ACTION ITEM
A word-for-word copy of the lines from the one holding "9h4l5-4v14l-5-4H4zM17 9q2 3" through the final line of the records below is the only output asked for.

Stored items:
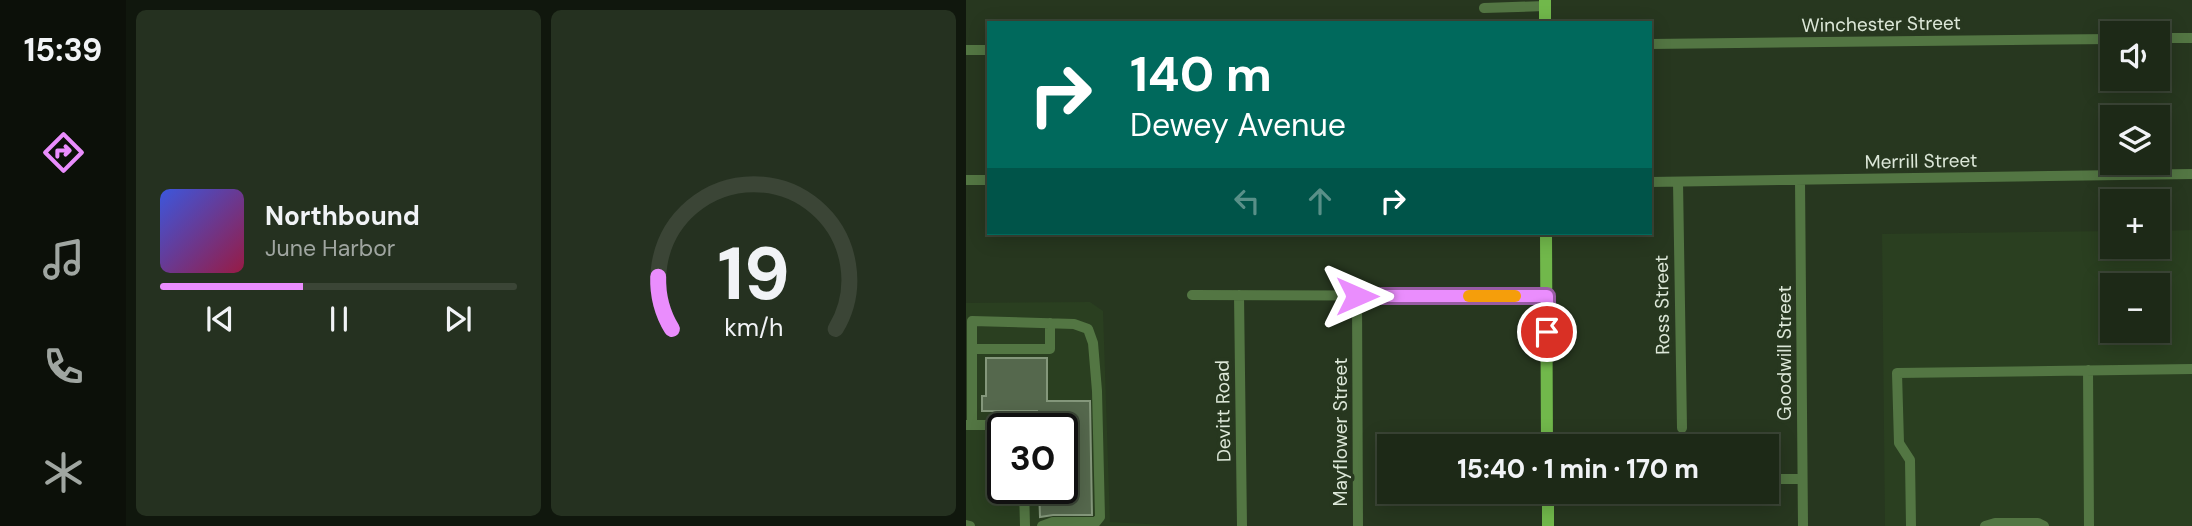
<!DOCTYPE html>
<meta charset="utf-8">
<style>
:root{--surface:#1d2917;--page:#253120;--text:#f1f3f6;--muted:#a0a6a1;--line:#3b4536;--accent:#ea8dfd}
body{margin:0;font-family:"DM Sans",sans-serif;background:var(--page);color:var(--text);height:100vh;display:flex;flex-direction:column;font-size:26px;white-space:nowrap}
*{box-sizing:border-box;margin:0}
p{font-size:23px;color:var(--muted)}
.icon{flex:none;width:38px;height:38px;fill:none;stroke:currentColor;stroke-width:2;stroke-linecap:round;stroke-linejoin:round}
.map{position:relative;flex:1;overflow:hidden}
.sheet{display:flex;flex-direction:column;gap:10px;padding:10px;background:#10170d;width:840px}
.sheet>*{flex:none}
.top-card{position:absolute;left:21px;top:21px;width:665px;height:214px;border-radius:0px;box-shadow:0 4px 18px #0003,0 0 0 2px var(--line);background:#00695c;color:#fff;overflow:hidden}
.controls{position:absolute;left:1134px;top:21px;display:grid;gap:14px}
.controls a{display:grid;place-items:center;width:70px;height:70px;border-radius:0px;background:var(--surface);box-shadow:0 4px 18px #0003,0 0 0 2px var(--line);font-size:35px}
.speed{position:absolute;left:21px;top:413px;display:flex;gap:14px;font-size:35px;font-weight:700;text-align:center}
.speed>*{display:grid;place-content:center;width:91px;height:91px;border-radius:50%;background:var(--surface);box-shadow:0 4px 18px #0003,0 0 0 2px var(--line);line-height:1}
.speed .limit{border:4px solid #111;border-radius:10px;background:#fff;color:#111}
.pin{position:absolute;display:grid;place-items:center;width:60px;height:60px;color:#fff;margin:-30px;border:4px solid #fff;border-radius:50%;box-shadow:0 2px 7px #0007}
.me{position:absolute;width:77px;margin:-38px;rotate:90deg;stroke-linejoin:round;filter:drop-shadow(0 0 5px #0008)}
.turn{display:flex;align-items:center;gap:24px;height:147px;padding:0 28px;font-size:32px}
.turn .icon{width:91px;height:91px;stroke-width:2.5}
.turn b{display:block;font-size:49px;line-height:60px}
.lanes{display:flex;align-items:center;height:66px;padding:0 28px;background:#0003;justify-content:center;gap:35px;direction:ltr}
.lanes .off{opacity:.35}
.sheet .tile{flex:1;display:flex;flex-direction:column;justify-content:center;gap:10px;min-width:0;padding:0 24px;border-radius:10px;background:var(--page)}
.sheet .dial{align-items:center;gap:0}
.dial svg{height:182px;overflow:visible;fill:none;stroke:var(--line);stroke-width:7;stroke-linecap:round;text-anchor:middle}
.dial text{fill:var(--text);stroke:none}
.song{display:flex;align-items:center;gap:21px}
.cover{width:84px;height:84px;border-radius:10px;background:linear-gradient(135deg,hsl(230 70% 55%),hsl(340 70% 35%))}
.played{height:7px;border-radius:4px;background:linear-gradient(90deg,var(--accent) 40%,var(--line) 40%)}
.keys{display:flex;justify-content:space-around;direction:ltr}
.sheet .tiles{flex:1;display:grid;gap:10px;grid-template-columns:repeat(2,1fr)}
.trip{position:absolute;left:411px;top:434px;width:402px;height:70px;border-radius:0px;background:var(--surface);box-shadow:0 4px 18px #0003,0 0 0 2px var(--line);font-weight:800;line-height:70px;text-align:center}
main{display:flex;flex:1;min-height:0}
.tabs{display:flex;flex-direction:column;width:126px;justify-content:space-around;align-items:center;background:#0c1009;color:var(--muted)}
.tabs .icon{width:49px;height:49px}
.tabs .selected{color:var(--accent)}
.tabs b{font-size:32px;color:var(--text)}
.map>svg:first-child{display:block}
.built{fill:#2a3f20;fill-rule:evenodd}
.building{fill:#55684d;stroke:#84977b;stroke-width:2}
.lines{fill:none;stroke-linecap:round;stroke-linejoin:round}
.minor{stroke:#537643;stroke-width:10}
.major{stroke:#71b84b;stroke-width:12}
.route-casing{stroke:#985ca4;stroke-width:18}
.route{stroke:#ea8dfd;stroke-width:12}
.slow{stroke:#f59e0b;stroke-width:12}
.labels{text-anchor:middle;dominant-baseline:central;stroke-width:7;stroke-linejoin:round;paint-order:stroke}
.street-label{font-size:19px;fill:#dce7d8;stroke:#27371f}
</style>
<main>
<nav class="tabs">
<b>15:39</b>
<svg class="icon selected" aria-label="directions" viewBox="0 0 24 24"><path d="M12 3l9 9-9 9-9-9zM9 14v-3h6M13 9l2 2-2 2"/></svg>
<svg class="icon" aria-label="music" viewBox="0 0 24 24"><path d="M9 18V5l10-2v13"/><circle cx="6" cy="18" r="3"/><circle cx="16" cy="16" r="3"/></svg>
<svg class="icon" aria-label="phone" viewBox="0 0 24 24"><path d="M5 4h4l2 5-3 2q2 4 5 5l2-3 5 2v4C11 20 4 13 5 4z"/></svg>
<svg class="icon" aria-label="climate" viewBox="0 0 24 24"><path d="M12 3v18M4 7l16 10M4 17L20 7"/></svg>
</nav>
<section class="sheet">
<div class="tiles">
<div class="tile">
<div class="song"><i class="cover"></i><div><b>Northbound</b><p>June Harbor</p></div></div>
<div class="played"></div>
<div class="keys"><svg class="icon" aria-label="previous" viewBox="0 0 24 24"><path d="M18 5L8 12l10 7zM5 5v14"/></svg><svg class="icon" aria-label="pause" viewBox="0 0 24 24"><path d="M8 5v14M16 5v14"/></svg><svg class="icon" aria-label="next" viewBox="0 0 24 24"><path d="M6 5l10 7-10 7zM19 5v14"/></svg></div>
</div>
<div class="tile dial"><svg viewBox="0 0 100 80">
<path d="M14 69A42 42 0 1 1 86 69"/>
<path d="M14 69A42 42 0 0 1 8 46" stroke="#ea8dfd"/>
<text x="50" y="56" font-size="32" font-weight="700">19</text>
<text x="50" y="72" font-size="11">km/h</text>
</svg></div>
</div>
</section>
<div class="map">
<svg width="1226" height="526" viewBox="0 0 1226 526">
<rect width="100%" height="100%" fill="#27371f"/>
<path class="built" d="M1226,230v296h-307l-3,-292 230,-3v16h46v-16zM1146,285h46v46h-46z
M124,302l13,9 7,211 73,4h-217v-223zM37,429h59v59h-59z"/>
<path class="building" d="M20,358h61v43h43l2,114h-39l-13,2 -1,-29h23v-59h-24l-1,-18h-55v-15h4z"/>
<g class="lines">
<path class="minor" d="M518,8l61,-2
M1192,38h34
M684,44l462,-5
M0,50h23
M0,180h23
M834,181l3,345
M684,182l542,-8
M712,182l4,246
M226,295l355,1
M273,295l3,231
M391,296l1,230
M6,349h78v-26
M1122,370l1,156
M0,425h6v-104l102,3 14,5 5,14 4,48 3,126 -4,5h-43l-11,4
M6,425h48l3,4
M802,479h34
M58,488l1,38
M0,525l4,1
M945,526l-1,-66 -11,-17 -2,-70 295,-4
M1019,526l10,-3h43l6,3"/>
<path class="major" d="M579,0v23
M580,233l1,213
M582,492v34"/>
</g>
<g class="lines">
<defs>
<path id="route" d="M391,296h190v36"/>
</defs>
<use href="#route" class="route-casing"/>
<use href="#route" class="route"/>
<path class="slow" d="M503,296h46"/>
</g>
<g class="labels">
<g class="street-label">
<text transform="translate(915 24) rotate(-1)">Winchester Street</text>
<text transform="translate(955 161) rotate(-1)">Merrill Street</text>
<text transform="translate(696 305) rotate(-91)">Ross Street</text>
<text transform="translate(818 353) rotate(-90)">Goodwill Street</text>
<text transform="translate(257 411) rotate(-91)">Devitt Road</text>
<text transform="translate(374 432) rotate(-90)">Mayflower Street</text>
</g>
</g>
</svg>
<div class="controls">
<a><svg class="icon" aria-label="sound" viewBox="0 0 24 24"><path d="M4 9h4l5-4v14l-5-4H4zM17 9q2 3 0 6"/></svg></a>
<a><svg class="icon" aria-label="layers" viewBox="0 0 24 24"><path d="M12 4l9 5-9 5-9-5zM3 14l9 5 9-5"/></svg></a>
<a>+</a>
<a>−</a>
</div>
<div class="speed"><div class="limit">30</div></div>
<div class="pin" style="left:581px;top:332px;background:#d93025"><svg class="icon" aria-label="arrive" viewBox="0 0 24 24"><path d="M6 21V4h12l-3 4 3 4H6"/></svg></div>
<svg class="me" style="left:391px;top:296px" viewBox="-20 -20 40 40"><path d="M0-17L14 15 0 8-14 15z" fill="#ea8dfd" stroke="#fff" stroke-width="4"/></svg>
<div class="trip">15:40 · 1 min · 170 m</div>
<div class="top-card">
<div class="turn"><svg class="icon" aria-label="right" viewBox="0 0 24 24"><path d="M7 20v-9h11M14 6l5 5-5 5"/></svg><div><b>140 m</b>Dewey Avenue</div></div>
<div class="lanes"><svg class="icon off" aria-label="left" viewBox="0 0 24 24"><path d="M17 20v-9H6M10 6l-5 5 5 5"/></svg><svg class="icon off" aria-label="ahead" viewBox="0 0 24 24"><path d="M12 20V5M6 11l6-6 6 6"/></svg><svg class="icon" aria-label="right" viewBox="0 0 24 24"><path d="M7 20v-9h11M14 6l5 5-5 5"/></svg></div>
</div>
</div>
</main>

RESULT OF THE EXERCISE
<a><svg class="icon" aria-label="sound" viewBox="0 0 24 24"><path d="M4 9h4l5-4v14l-5-4H4zM17 9q2 3 0 6"/></svg></a>
<a><svg class="icon" aria-label="layers" viewBox="0 0 24 24"><path d="M12 4l9 5-9 5-9-5zM3 14l9 5 9-5"/></svg></a>
<a>+</a>
<a>−</a>
</div>
<div class="speed"><div class="limit">30</div></div>
<div class="pin" style="left:581px;top:332px;background:#d93025"><svg class="icon" aria-label="arrive" viewBox="0 0 24 24"><path d="M6 21V4h12l-3 4 3 4H6"/></svg></div>
<svg class="me" style="left:391px;top:296px" viewBox="-20 -20 40 40"><path d="M0-17L14 15 0 8-14 15z" fill="#ea8dfd" stroke="#fff" stroke-width="4"/></svg>
<div class="trip">15:40 · 1 min · 170 m</div>
<div class="top-card">
<div class="turn"><svg class="icon" aria-label="right" viewBox="0 0 24 24"><path d="M7 20v-9h11M14 6l5 5-5 5"/></svg><div><b>140 m</b>Dewey Avenue</div></div>
<div class="lanes"><svg class="icon off" aria-label="left" viewBox="0 0 24 24"><path d="M17 20v-9H6M10 6l-5 5 5 5"/></svg><svg class="icon off" aria-label="ahead" viewBox="0 0 24 24"><path d="M12 20V5M6 11l6-6 6 6"/></svg><svg class="icon" aria-label="right" viewBox="0 0 24 24"><path d="M7 20v-9h11M14 6l5 5-5 5"/></svg></div>
</div>
</div>
</main>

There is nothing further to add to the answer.